Today, we all want to say goodbye to Keith.
When you look back on his life, you realize what a powerful force he has been for so many people he touched. He often talked about the value of education. “I would tell people once I hit the 9th grade I had more education than my parents,” he would explain.
Keith went on to get a MBA from Harvard and served as a prestigious White House fellow. He made a mark in business building a successful textile company in an environment where textile companies were leaving the state not staying here and growing. Under Governor Perdue, he served as Commerce Secretary recruiting 120,000 new jobs to the state in the worst recession since the Great Depression.
He was a loyal Methodist and a dedicated husband, family man, businessman and public servant.

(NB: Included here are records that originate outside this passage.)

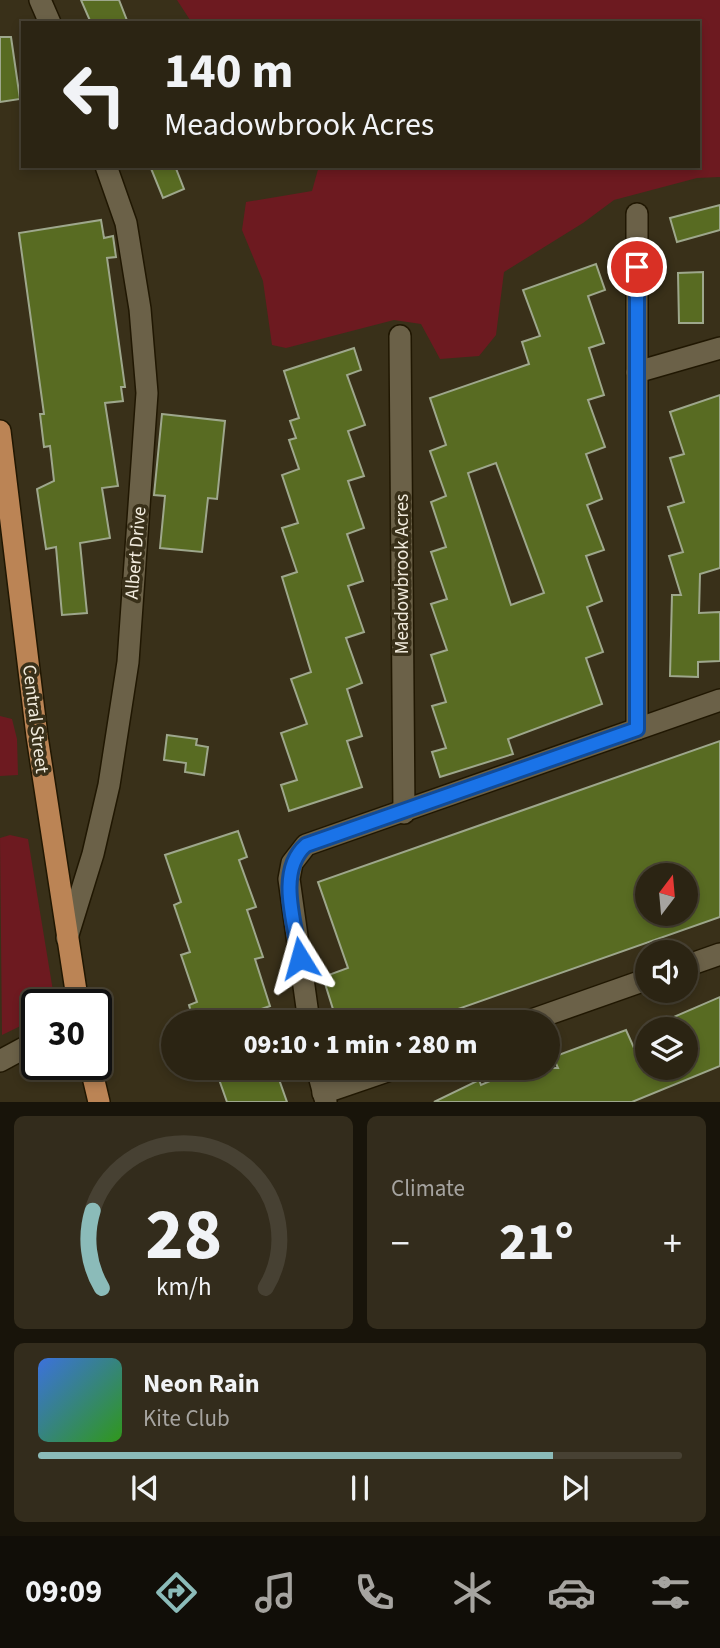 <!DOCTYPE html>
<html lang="en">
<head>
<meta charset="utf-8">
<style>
  :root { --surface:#2b2413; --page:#332c1c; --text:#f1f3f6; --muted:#a6a4a0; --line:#474133; --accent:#8bbbb9 }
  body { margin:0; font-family:"Source Sans 3",sans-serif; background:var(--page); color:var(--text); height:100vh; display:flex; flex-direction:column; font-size:26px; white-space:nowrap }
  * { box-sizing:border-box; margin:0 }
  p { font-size:23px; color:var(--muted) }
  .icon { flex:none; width:38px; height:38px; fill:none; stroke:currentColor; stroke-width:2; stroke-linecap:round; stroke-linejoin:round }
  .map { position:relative; height:1102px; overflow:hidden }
  .drawer { display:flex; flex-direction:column; gap:14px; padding:14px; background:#18140a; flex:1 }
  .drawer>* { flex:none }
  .top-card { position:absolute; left:21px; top:21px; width:679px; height:147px; border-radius:0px; box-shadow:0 4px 10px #0003,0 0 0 2px var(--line); background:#2b2413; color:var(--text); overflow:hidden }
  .needle { width:46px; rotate:16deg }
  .tools { position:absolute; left:635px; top:863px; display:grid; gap:14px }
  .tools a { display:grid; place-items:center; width:63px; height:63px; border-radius:50%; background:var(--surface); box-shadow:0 4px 10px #0003,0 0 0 2px var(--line); font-size:35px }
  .speed { position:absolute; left:21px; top:989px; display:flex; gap:14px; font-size:35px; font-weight:700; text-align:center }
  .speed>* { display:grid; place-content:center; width:91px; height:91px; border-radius:50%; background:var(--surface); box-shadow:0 4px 10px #0003,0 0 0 2px var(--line); line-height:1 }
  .speed .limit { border:4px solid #111; border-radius:10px; background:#fff; color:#111 }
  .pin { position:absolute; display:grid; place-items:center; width:60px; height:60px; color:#fff; margin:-30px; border:4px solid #fff; border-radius:50%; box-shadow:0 2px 7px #0007 }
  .me { position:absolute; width:77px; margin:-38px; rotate:352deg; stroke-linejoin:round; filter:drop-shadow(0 0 5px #0008) }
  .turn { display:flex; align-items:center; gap:24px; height:147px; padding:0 28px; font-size:32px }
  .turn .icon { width:91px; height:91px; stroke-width:2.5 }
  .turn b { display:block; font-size:49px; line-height:60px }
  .big { font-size:52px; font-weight:800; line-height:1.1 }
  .drawer .tile { flex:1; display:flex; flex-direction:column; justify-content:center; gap:10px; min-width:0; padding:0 24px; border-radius:10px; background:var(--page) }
  .drawer .dial { align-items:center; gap:0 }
  .dial svg { height:182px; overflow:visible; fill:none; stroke:var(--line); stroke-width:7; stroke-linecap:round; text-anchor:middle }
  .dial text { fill:var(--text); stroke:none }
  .song { display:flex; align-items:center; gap:21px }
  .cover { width:84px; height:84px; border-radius:10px; background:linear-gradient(135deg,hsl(220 70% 55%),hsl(110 70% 35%)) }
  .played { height:7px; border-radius:4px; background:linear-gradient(90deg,var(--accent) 80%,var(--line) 80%) }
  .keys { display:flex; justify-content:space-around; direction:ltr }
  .heat { display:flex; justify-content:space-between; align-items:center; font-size:38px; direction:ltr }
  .drawer .tiles { flex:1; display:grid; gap:14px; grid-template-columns:1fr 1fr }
  .tile:last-child { grid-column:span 2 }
  .trip { position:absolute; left:161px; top:1010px; width:399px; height:70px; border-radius:35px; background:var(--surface); box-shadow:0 4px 10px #0003,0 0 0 2px var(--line); font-weight:800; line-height:70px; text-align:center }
  .tab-bar { display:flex; height:112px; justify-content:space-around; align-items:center; background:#110e08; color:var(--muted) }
  .tab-bar .icon { width:49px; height:49px }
  .tab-bar .current { color:var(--accent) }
  .tab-bar b { font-size:32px; color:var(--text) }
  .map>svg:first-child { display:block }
  .green { fill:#6d1a20 }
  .building { fill:#586b22; stroke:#9ea78c; stroke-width:2; fill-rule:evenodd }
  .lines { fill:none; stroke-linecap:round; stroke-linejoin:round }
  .street-casing { stroke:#201702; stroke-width:24 }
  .primary-casing { stroke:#201702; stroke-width:24 }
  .street { stroke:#6b6148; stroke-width:21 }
  .primary { stroke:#bb8455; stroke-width:21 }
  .route-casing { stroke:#114b97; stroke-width:18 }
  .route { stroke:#1a73e8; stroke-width:12 }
  .labels { text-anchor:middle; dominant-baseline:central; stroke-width:7; stroke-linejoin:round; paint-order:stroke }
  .street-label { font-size:19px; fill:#f1ebdd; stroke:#393019 }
</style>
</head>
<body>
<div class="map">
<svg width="720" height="1102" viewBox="0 0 720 1102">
  <rect width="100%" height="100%" fill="#393019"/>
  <g class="green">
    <polygon points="177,0 720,0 720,177 697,178 614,200 583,223 504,272 496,335 479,356 440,359 421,324 394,320 286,348 272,345 263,281 242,230 246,202 312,191 319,166 698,166 698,23 192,23"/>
    <polygon points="0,716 12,719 17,739 18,775 0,776"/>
    <polygon points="10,835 28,839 54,997 49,1004 37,1004 37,1018 2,1035 0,838"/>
  </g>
  <g class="building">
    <polygon points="81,0 119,0 128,23 91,23"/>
    <polygon points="0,37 11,37 20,99 0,102"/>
    <polygon points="150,166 175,166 184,189 163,198"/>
    <polygon points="720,205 720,230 677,242 670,218"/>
    <polygon points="101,220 104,238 113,236 116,257 107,258 125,387 121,387 123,401 105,403 118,486 102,488 110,538 80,543 87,613 62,615 56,547 46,549 37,489 54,481 50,446 44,447 40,414 44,414 19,233"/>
    <path d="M596,264l9,26 -17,6 16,47 -15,5 15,47 -16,5 17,47 -19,7 16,45 -15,6 17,45 -18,6 16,45 -15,6 16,45 -17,6 16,46 -94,35 5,15 -73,23 -8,-25 14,-4 -14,-42 14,-4 -15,-47 16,-5 -16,-46 16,-5 -16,-47 15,-5 -15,-45 15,-6 -16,-45 16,-6 -16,-47 99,-34 -7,-22 18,-6 -17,-46zM496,463l48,130 -33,12 -43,-132z"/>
    <polygon points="703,272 703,323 679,323 678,273"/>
    <polygon points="354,348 361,370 347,375 365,425 348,431 364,476 348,481 364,528 347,534 363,581 348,586 364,632 346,638 362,683 347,689 362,736 347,741 362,787 289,811 281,785 297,780 281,733 307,724 291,679 311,672 282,577 297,572 282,528 298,523 282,475 299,469 289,440 296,438 290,421 299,418 284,371"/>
    <polygon points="720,395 720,568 700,574 699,613 720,612 720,661 698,662 698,677 670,676 672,595 681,595 669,556 683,552 668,507 684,502 670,458 684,454 670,412"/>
    <polygon points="162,414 225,421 217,499 208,498 202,552 160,548 165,496 154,495"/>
    <polygon points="167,735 197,739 196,745 208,747 204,775 185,772 186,763 164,760"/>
    <path d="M720,741v176l-299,105h-84l-14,-45 25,-9 -30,-86zM675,870l2,5h9v39h-38l-8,-32 8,-3v-4z"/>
    <polygon points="238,831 247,857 239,860 256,907 247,910 263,957 255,959 270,1006 223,1022 194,1022 189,1005 197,1002 181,955 190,952 174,905 181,902 165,855"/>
    <polygon points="720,997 720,1066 632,1102 434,1102 479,1080 481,1085 520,1068 558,1068 553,1057 626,1030 643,1068 686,1068 686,1029 646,1029"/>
    <polygon points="215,1068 275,1068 287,1102 227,1102"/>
  </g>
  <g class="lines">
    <g class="street-casing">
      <g id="street">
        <polyline points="40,0 50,23"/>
        <polyline points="637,214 637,729"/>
        <polyline points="400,336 404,813"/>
        <polyline points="637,372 720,348"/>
        <polyline points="67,938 93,854 109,785 128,662 147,393 140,309 126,223 106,166"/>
        <polyline points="686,966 720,954"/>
        <polyline points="309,1022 289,879 292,863 306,845 720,700"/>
        <polyline points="526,1022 648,979"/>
        <polyline points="0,1061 37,1041"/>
        <polyline points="317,1068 326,1102"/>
        <polyline points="323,1093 396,1068"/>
      </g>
    </g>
    <g class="primary-casing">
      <g id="primary">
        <polyline points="0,431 37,736 78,1004"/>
        <polyline points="90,1064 99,1102"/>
      </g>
    </g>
    <use href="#street" class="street"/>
    <use href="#primary" class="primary"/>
  </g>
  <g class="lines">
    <g class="route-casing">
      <path id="route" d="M300,958c-5,-34 -24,-87 6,-113l331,-116v-462"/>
    </g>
    <use href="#route" class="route"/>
  </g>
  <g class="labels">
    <g class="street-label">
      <text transform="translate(136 553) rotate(-85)">Albert Drive</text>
      <text transform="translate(402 574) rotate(-90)">Meadowbrook Acres</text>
      <text transform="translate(35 719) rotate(83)">Central Street</text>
    </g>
  </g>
</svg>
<div class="tools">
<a><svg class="needle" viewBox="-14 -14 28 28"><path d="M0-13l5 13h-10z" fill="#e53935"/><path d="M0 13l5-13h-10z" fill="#a6a4a0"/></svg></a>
<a><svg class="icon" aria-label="sound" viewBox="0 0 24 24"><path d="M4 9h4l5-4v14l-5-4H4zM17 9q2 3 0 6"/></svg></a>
<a><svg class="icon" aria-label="layers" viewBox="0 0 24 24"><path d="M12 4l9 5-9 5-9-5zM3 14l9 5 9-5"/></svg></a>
</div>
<div class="speed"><div class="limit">30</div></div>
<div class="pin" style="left:637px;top:267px;background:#d93025"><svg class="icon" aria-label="arrive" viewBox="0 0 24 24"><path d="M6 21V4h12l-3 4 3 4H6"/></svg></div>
<svg class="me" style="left:300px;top:958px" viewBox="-20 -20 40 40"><path d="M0-17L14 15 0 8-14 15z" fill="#1a73e8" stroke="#fff" stroke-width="4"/></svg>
<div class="trip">09:10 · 1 min · 280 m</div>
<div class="top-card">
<div class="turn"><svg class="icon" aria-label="left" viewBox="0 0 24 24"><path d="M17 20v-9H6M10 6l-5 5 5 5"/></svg><div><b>140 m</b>Meadowbrook Acres</div></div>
</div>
</div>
<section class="drawer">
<div class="tiles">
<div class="tile dial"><svg viewBox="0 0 100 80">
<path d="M14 69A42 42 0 1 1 86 69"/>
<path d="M14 69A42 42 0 0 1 10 35" stroke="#8bbbb9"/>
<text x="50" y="56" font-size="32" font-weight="700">28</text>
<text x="50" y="72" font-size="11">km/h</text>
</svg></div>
<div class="tile"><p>Climate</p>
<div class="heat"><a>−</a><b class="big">21°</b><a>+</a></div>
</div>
<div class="tile">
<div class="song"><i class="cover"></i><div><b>Neon Rain</b><p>Kite Club</p></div></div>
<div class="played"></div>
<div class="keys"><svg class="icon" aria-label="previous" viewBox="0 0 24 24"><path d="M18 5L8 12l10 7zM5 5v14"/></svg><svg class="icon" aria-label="pause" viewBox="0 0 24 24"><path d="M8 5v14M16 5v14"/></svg><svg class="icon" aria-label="next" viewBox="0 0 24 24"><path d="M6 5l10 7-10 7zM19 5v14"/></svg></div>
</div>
</div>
</section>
<nav class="tab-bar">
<b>09:09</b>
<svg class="icon current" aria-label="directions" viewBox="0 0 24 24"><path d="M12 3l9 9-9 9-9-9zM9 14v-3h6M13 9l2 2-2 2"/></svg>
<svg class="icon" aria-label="music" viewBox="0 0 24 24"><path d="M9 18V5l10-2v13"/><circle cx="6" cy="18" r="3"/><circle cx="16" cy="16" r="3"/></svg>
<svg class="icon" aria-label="phone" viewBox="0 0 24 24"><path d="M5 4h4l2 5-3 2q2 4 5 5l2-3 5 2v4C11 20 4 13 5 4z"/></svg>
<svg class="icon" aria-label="climate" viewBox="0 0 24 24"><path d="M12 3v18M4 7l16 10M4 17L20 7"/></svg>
<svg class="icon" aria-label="car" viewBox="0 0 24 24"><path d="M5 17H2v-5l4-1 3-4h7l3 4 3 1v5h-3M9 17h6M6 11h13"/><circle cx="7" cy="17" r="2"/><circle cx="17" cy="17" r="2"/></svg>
<svg class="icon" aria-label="filters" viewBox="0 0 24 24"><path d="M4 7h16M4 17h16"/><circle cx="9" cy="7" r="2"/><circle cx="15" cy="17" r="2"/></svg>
</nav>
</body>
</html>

Keith Crisco believed in giving back. I worked with him on the Asheboro liquor-by-the-drink referendum in 2005 then helped him in his re-election campaign. We found ourselves on opposite sides of the fence in 2009 when Governor Perdue was recruiting a major chicken processing facility to Wilson County, which drew concerns from the City of Wilson about the impact of the facility’s waste-water in the city’s watershed.
The communications were invaluable and Keith was always upfront, playing his cards on the table for everyone to see. That process really taught me to respect his integrity and political acumen.
In his congressional campaign, he ran a good race. He ran for all the right reasons. He worked day and night. He moved 30 points from his initial poll to his final vote tally, so the outcome was bittersweet. No one likes to lose, but Keith did it with dignity and respect for the process and the other candidates -- Mr. Aiken and Ms. Morrison.
On Monday, Christine Botta, the campaign manager reported to Keith there weren’t enough votes to pull Mr. Aiken below the 40% threshold. He advised his campaign team to prepare a statement and a news release announcing his concession. I reached out to Gary Pearce mid-afternoon following Keith’s instructions. He had planned to talk with Mr. Aiken at 10 a.m. Tuesday morning to concede.
Shortly after lunch, a freak fall in the front door of his house took his life. What a tragedy. Suddenly, we all realize what a loss we have incurred.
So today Keith’s family, friends and supporters are grieving his loss, witnesses to his life and his tragic sudden death – all of us seeing reflections of our own mortality.